Natasha Cazenave, cadre de l'Autorité européenne des marchés financiers (ESMA), a soulevé un problème concernant la manière dont les actions tokenisées sont présentées aux investisseurs, avertissant que cela pourrait entraîner des malentendus.
L’Autorité européenne des marchés financiers (ESMA) maintient que si l’innovation financière peut offrir des avantages, elle ne doit pas se faire au détriment de la stabilité des marchés.
Un responsable de l'ESMA met en garde contre le risque d'induire les investisseurs en erreur par les actions tokenisées
Selon l'autorité de surveillance des marchés financiers de l'Union européenne, les actions tokenisées pourraient entraîner des « malentendus chez les investisseurs », car elles ne font souvent pas des acheteurs de véritables actionnaires des sociétés qu'elles trac.
Ces actions tokenisées sont des actifs numériques qui reflètent le prix des actions cotées en bourse, et elles ont suscité un intérêt croissant dans l'Union européenne suite à leur lancement récent par des plateformes de négociation.
Robinhood, le courtier, a lancé des offres d'actions tokenisées dans l'UE, tandis que la plateforme d'échange de cryptomonnaies Coinbase fait également ses premiers pas dans ce secteur.
Lundi, Natasha Cazenave, directrice exécutive de l'ESMA, a soulevé la question de la présentation de ces produits aux investisseurs particuliers. Lors d'une conférence financière à Dubrovnik, elle a insisté sur l'importance de la transparence et des garanties face à la généralisation des actions tokenisées.
« Ces instruments tokenisés peuvent offrir un accès permanent et une fractionnement, mais ne confèrent généralement pas de droits aux actionnaires. Cela peut créer un risque spécifique de malentendu de la part des investisseurs », a déclaré.

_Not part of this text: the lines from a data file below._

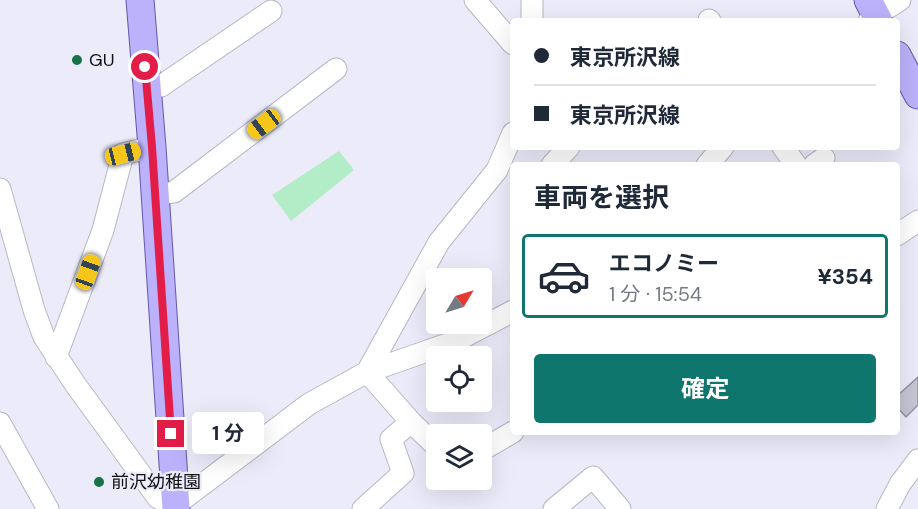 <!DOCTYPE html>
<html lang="ja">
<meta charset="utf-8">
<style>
body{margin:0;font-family:"DM Sans","Noto Sans JP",sans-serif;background:#f6f6f7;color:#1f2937;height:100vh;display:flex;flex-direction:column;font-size:22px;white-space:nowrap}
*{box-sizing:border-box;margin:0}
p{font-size:20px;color:#747a83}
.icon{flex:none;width:33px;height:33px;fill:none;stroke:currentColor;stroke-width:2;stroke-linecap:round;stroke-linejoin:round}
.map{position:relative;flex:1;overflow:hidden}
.drawer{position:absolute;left:510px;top:162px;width:390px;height:273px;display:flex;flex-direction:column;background:#fff;border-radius:6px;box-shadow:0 6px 24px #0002}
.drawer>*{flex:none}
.banner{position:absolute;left:510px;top:18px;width:390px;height:132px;border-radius:6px;box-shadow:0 6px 24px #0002;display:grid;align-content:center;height:132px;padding:0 24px;background:#fff}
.needle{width:39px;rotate:52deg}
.controls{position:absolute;left:426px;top:268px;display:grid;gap:12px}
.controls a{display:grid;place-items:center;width:66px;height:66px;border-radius:6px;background:#fff;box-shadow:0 6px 24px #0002;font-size:30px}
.end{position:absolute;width:27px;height:27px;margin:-14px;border:8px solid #e11d48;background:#fff;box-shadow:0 0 0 3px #fff}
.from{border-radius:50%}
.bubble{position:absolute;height:42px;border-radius:6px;background:#fff;box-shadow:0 6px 24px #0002;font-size:20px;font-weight:700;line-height:42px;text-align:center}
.car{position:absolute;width:18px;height:36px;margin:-18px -9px;border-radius:8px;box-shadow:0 0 4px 2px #0007;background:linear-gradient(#f5c518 24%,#345 0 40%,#f5c518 0 76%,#345 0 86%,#f5c518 0)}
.banner b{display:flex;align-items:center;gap:21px;height:57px;font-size:22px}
.banner b+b{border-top:2px solid #e0e1e3}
.banner i{width:15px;height:15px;background:#1f2937}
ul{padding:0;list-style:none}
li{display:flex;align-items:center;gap:18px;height:84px;margin:0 12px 9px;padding:0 12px;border:3px solid #e0e1e3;border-radius:6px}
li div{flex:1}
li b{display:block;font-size:22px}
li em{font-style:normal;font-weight:700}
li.selected{border-color:#0f766e}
li>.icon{width:54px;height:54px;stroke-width:1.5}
h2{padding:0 24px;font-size:27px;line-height:72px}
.button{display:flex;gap:12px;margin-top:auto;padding:12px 24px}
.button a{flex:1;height:69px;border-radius:6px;background:#0f766e;color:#fff;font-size:24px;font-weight:700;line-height:69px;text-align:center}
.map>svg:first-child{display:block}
.green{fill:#b2edc8}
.building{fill:#c5c5d3;stroke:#91919f;stroke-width:1.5}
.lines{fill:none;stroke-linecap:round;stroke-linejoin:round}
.minor-casing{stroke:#b7b7c5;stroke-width:23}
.major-casing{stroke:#6358a9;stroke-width:29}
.minor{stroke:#fff;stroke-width:21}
.major{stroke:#bcb2fb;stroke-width:27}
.route{stroke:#e11d48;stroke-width:8}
.poi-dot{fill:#167247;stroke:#ebebfa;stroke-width:2}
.labels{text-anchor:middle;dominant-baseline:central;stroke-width:4.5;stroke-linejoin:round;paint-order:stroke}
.poi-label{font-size:18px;fill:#101015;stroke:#ebebfa;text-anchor:start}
</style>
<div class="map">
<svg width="918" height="509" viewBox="0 0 918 509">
<rect width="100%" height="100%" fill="#ebebfa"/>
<path class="green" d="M339 151 354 170 291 221 272 195Z"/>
<path class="building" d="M918 377V405L906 417 897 407V396Z"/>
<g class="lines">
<defs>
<path id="minor" d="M475 0 513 44
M709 20 710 21
M532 21V0
M869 21 876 15 900 0
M147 89 161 86 271 11
M783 147 796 165
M552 165 569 147
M707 165 723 147
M814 165 824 158
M0 189 34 310 44 337 75 384 158 498 176 506
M155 195 174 192 336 69
M897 235 918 221
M56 357 103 230 123 154 152 147
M367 372 439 242 497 170 513 133
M367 372 411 422 436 446
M0 423 48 509
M482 450 513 432
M170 509 309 404 367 372 456 341 513 311
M363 509 403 473 391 439 411 422
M554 509 593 477 620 509
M887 509 900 484 918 460"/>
<path id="major" d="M140 0 152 147 176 509
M868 0 879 21
M897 55 918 95"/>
</defs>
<use href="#minor" class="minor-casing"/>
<use href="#major" class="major-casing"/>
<use href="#minor" class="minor"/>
<use href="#major" class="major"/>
</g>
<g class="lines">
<path class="route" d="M145 67 152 147 171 434"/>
</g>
<g class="poi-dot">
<circle cx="77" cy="60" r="6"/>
<circle cx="99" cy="482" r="6"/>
</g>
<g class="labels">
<g class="poi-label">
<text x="89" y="60">GU</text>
<text x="111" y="482">前沢幼稚園</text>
</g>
</g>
</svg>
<div class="controls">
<a><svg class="needle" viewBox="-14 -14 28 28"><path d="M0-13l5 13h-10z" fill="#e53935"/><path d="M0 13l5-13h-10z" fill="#747a83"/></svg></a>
<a><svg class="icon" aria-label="locate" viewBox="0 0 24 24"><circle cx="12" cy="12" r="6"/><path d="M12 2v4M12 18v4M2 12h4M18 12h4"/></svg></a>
<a><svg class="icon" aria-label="layers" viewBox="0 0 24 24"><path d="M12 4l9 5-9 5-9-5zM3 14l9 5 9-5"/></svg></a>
</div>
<i class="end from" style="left:145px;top:67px"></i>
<i class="end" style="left:171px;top:434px"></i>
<div class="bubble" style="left:192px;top:412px;width:72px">1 分</div>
<i class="car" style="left:264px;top:124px;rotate:233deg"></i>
<i class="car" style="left:123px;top:154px;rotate:76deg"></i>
<i class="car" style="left:88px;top:272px;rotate:20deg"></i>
<div class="banner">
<b><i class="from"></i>東京所沢線</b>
<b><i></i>東京所沢線</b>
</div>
<section class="drawer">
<h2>車両を選択</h2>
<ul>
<li class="selected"><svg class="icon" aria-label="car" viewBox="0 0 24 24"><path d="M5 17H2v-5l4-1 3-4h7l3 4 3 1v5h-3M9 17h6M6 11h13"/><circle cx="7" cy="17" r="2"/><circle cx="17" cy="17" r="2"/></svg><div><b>エコノミー</b><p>1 分 · 15:54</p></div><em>¥354</em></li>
</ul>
<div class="button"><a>確定</a></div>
</section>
</div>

Elle a ensuite insisté sur la nécessité de clarifier la situation et de mettre en place des garanties.
L'absence de droits des actionnaires est un signal d'alarme
Le problème est que, contrairement aux achats d'actions classiques, les actions tokenisées n'accordent généralement pas aux détenteurs de droits de propriété tels que le droit de vote ou le droit aux dividendes.
Dans de nombreux cas, les titres sont détenus par des intermédiaires via des sociétés à vocation spécifique, tandis que les jetons ne font que tracles variations de prix de l'action réelle.
La facilité d'échange fractionné 24h/24 et 7j/7 peut rendre les offres d'actions tokenisées attrayantes pour les petits investisseurs, mais sans une explication claire de leur fonctionnement, beaucoup pourraient croire à tort qu'ils acquièrent de véritables actions de la société sous-jacente.
La Fédération mondiale des bourses (WFE) s'est également penchée sur la question la semaine dernière, exhortant les autorités de régulation à sévir contre les actions tokenisées. Elle a averti que ces actions représentaient de nouveaux dangers pour les investisseurs et pourraient nuire à l'intégrité du marché si elles n'étaient pas contrôlées.
Les partisans de la tokenisation continuent toutefois d'affirmer qu'en convertissant les actifs traditionnels tels que les dépôts bancaires, les obligations, les fonds et même l'immobilier en jetons numériques échangeables, la tokenisation peut élargir l'accès, réduire les coûts et améliorer l'efficacité.
Cazenave a reconnu que la tokenisation pouvait potentiellement améliorer l'efficacité des marchés de capitaux. Cependant, elle a souligné que la réalité des projets actuels ne reflétait pas ces possibilités.
« La plupart des initiatives de tokenisation restent pour l’instant de petite envergure et largement illiquides », a-t-elle déclaré.